To borrow the definition listed on the reference site of the Griffia ARPG, “ARPG is a term that is short [for] Art Role Play Game and is used to describe a game in which you have to draw or write in order to complete written prompts that are referred to as Trials, Training, and Quests. By completing these Activities and receiving an approval from a mod, your [character] will gain rewards that will further their progress in the ARPG.” ARPGs share similarities with both video games and tabletop games, but are considered neither. Like video games, a computer or smartphone, as well as an Internet connection, is needed to access and participate in an ARPG; however, unlike video games the engine is not computerized. The “engine” running an ARPG is completely human, much like a tabletop game.

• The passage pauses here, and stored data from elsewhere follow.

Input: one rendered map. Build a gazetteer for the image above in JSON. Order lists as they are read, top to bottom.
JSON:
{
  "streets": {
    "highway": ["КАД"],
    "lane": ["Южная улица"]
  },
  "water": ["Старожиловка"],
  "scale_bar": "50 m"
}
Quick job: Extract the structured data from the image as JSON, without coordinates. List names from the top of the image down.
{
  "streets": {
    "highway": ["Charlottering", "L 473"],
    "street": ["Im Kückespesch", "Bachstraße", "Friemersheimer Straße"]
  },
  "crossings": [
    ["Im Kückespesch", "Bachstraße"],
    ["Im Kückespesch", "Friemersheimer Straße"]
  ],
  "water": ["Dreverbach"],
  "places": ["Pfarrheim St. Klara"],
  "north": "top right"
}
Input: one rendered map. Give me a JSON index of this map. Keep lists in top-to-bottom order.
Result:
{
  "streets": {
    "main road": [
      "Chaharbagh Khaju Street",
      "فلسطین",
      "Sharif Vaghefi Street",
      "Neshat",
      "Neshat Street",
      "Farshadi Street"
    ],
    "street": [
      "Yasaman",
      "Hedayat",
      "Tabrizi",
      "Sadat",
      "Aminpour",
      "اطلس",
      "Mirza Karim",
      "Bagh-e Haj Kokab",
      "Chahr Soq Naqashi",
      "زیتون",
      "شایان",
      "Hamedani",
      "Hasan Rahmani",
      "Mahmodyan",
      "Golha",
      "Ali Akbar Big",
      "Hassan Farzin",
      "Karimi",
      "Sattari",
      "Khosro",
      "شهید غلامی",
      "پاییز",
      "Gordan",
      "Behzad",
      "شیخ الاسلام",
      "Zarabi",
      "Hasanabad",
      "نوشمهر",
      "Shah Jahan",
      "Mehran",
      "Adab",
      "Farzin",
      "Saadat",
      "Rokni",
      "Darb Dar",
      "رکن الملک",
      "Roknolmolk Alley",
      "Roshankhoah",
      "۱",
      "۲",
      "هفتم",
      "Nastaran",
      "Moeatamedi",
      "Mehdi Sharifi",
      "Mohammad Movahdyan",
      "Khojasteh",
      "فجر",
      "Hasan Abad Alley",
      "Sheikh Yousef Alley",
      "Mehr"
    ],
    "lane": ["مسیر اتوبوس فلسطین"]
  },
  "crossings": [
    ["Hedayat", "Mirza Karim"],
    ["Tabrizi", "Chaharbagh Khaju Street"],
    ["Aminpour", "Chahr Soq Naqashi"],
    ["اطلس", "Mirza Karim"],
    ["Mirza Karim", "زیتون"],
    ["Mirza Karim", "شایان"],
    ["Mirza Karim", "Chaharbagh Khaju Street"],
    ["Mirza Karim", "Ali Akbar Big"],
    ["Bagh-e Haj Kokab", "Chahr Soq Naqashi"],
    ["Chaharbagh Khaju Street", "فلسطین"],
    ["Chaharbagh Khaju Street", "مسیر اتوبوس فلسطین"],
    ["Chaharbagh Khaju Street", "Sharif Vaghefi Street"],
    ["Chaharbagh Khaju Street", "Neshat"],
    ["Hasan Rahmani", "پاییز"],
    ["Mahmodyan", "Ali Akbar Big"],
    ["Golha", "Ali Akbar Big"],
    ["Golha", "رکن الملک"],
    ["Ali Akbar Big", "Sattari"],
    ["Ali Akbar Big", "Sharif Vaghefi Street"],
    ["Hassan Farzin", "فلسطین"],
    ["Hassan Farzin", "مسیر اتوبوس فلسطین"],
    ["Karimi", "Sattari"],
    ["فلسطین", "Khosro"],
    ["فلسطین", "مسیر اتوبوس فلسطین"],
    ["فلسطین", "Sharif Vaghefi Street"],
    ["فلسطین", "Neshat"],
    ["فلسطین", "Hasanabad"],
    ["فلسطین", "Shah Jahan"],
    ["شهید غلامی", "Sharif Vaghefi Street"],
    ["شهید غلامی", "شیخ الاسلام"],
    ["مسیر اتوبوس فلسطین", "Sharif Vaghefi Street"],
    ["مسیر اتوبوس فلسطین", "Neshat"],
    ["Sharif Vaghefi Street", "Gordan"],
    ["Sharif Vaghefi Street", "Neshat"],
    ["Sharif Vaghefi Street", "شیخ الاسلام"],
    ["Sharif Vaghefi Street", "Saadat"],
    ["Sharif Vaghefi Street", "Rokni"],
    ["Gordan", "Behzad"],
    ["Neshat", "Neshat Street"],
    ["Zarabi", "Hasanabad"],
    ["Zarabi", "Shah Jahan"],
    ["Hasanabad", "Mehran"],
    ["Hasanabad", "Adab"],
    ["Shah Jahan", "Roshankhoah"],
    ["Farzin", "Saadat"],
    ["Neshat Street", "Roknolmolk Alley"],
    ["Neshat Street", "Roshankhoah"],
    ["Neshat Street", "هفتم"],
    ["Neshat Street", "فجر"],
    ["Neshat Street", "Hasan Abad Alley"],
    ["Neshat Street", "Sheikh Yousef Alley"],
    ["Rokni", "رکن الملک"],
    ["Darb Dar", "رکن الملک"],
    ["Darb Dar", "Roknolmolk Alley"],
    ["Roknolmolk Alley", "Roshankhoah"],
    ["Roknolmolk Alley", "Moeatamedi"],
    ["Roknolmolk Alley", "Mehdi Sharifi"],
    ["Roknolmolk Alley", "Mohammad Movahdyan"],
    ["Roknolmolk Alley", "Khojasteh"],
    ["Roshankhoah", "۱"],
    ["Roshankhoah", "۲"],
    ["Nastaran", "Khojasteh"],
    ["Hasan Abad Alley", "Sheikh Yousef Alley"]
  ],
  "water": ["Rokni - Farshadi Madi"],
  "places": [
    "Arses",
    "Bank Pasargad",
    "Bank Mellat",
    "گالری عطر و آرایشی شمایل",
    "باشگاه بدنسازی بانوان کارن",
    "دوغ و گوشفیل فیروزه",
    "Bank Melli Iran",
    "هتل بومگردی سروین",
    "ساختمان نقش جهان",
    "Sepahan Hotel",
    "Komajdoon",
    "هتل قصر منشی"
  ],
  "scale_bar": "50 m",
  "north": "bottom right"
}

Participants and moderators log points, progress, and items, not a computer system. Sometimes ARPGs make use of random number generators, but that’s as far as it goes. In general, the computer just allows access to and transfer of game-related information. Another way that ARPGs differ from both video games and tabletop games is in their method of play. Rather than fighting monsters by pressing buttons on a controller or rolling dice, in an ARPG one fights monsters by drawing their character and the monster, or writing about them. The artwork or writing is then made available to the entire network of players for that ARPG, turning individuals’ game progress into a community art gallery/library. To learn more about ARPGs, I would suggest clicking around Griffia’s reference site. Reading some of the resources there will give you a better idea of how ARPGs operate.
Tabletop games, like Dungeons & Dragons (D&D), have been around for decades. There is a unique feel that sitting around a table with one’s friends provides that not even massively multiplayer video games can compete with. That’s why tabletop games still thrive in the age of next-gen consoles. That, and the endless creative possibilities that tabletop roleplaying games allow. Ask any D&D player, and they will no doubt tell you stories about some outlandish situations they’ve found their party in, situations that not even the best video games could have rendered. In the eighties, what you, your friends, and your Dungeon Master (DM) created stayed on your table and in your notebooks, but today the Internet allows players to share their creations with the world. There are communities online where tabletop RPG players can share their adventures and even unique game mechanics. These fan-made races, classes, items, etc. are referred to as “homebrews.” If someone can imagine it, work it into the rules and context of the game, and share it in a way that’s easily understood, someone else miles away can play it. To learn more about this concept of making small-group tabletop games infinitely networked, check out this homebrew wiki.
I hope this has given you all some new ideas about digital gaming! Although video games are wonderful and artistic, they’re not the only game in town when it comes to networked narratives!